══ RECORD EXTRACTS ══

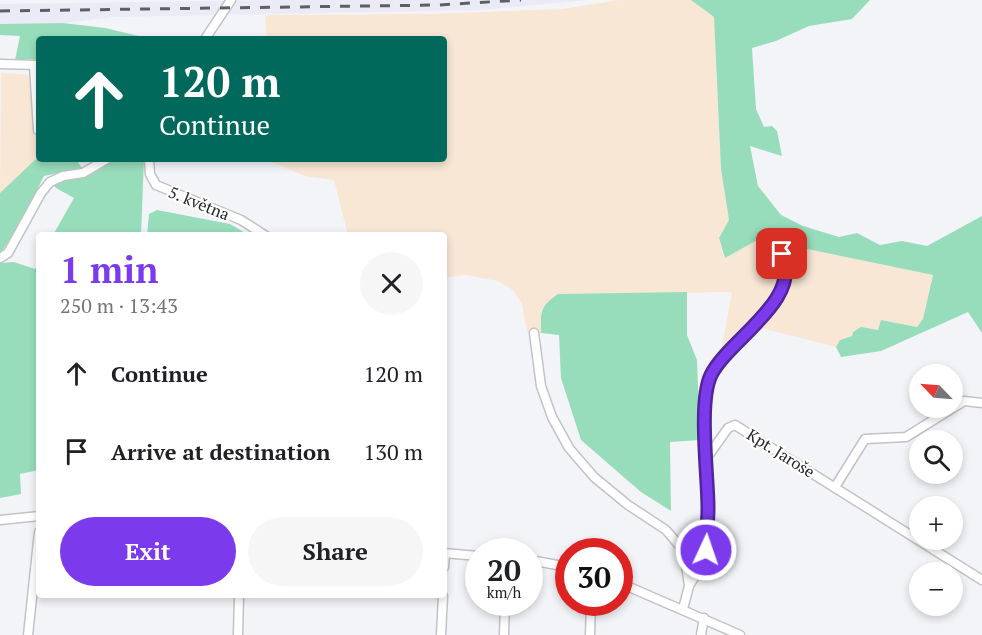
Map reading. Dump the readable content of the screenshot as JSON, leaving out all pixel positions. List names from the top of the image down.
{
  "streets": {
    "street": ["5. května", "Kpt. Jaroše"]
  },
  "north": "top left",
  "page": {
    "turn": ["120 m", "Continue"],
    "heading": ["1 min", "250 m · 13:43"],
    "list": [
      {
        "name": "Continue",
        "value": "120 m"
      },
      {
        "name": "Arrive at destination",
        "value": "130 m"
      }
    ],
    "map_buttons": ["+", "−"],
    "buttons": ["Exit", "Share"],
    "speed": "20 km/h",
    "limit": "30"
  }
}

═══

Your copy should match the data exactly, apart from the images, which are dropped.

**RESPONSE BOX**:
Map reading. Dump the readable content of the screenshot as JSON, leaving out all pixel positions. List names from the top of the image down.
{
  "streets": {
    "street": ["5. května", "Kpt. Jaroše"]
  },
  "north": "top left",
  "page": {
    "turn": ["120 m", "Continue"],
    "heading": ["1 min", "250 m · 13:43"],
    "list": [
      {
        "name": "Continue",
        "value": "120 m"
      },
      {
        "name": "Arrive at destination",
        "value": "130 m"
      }
    ],
    "map_buttons": ["+", "−"],
    "buttons": ["Exit", "Share"],
    "speed": "20 km/h",
    "limit": "30"
  }
}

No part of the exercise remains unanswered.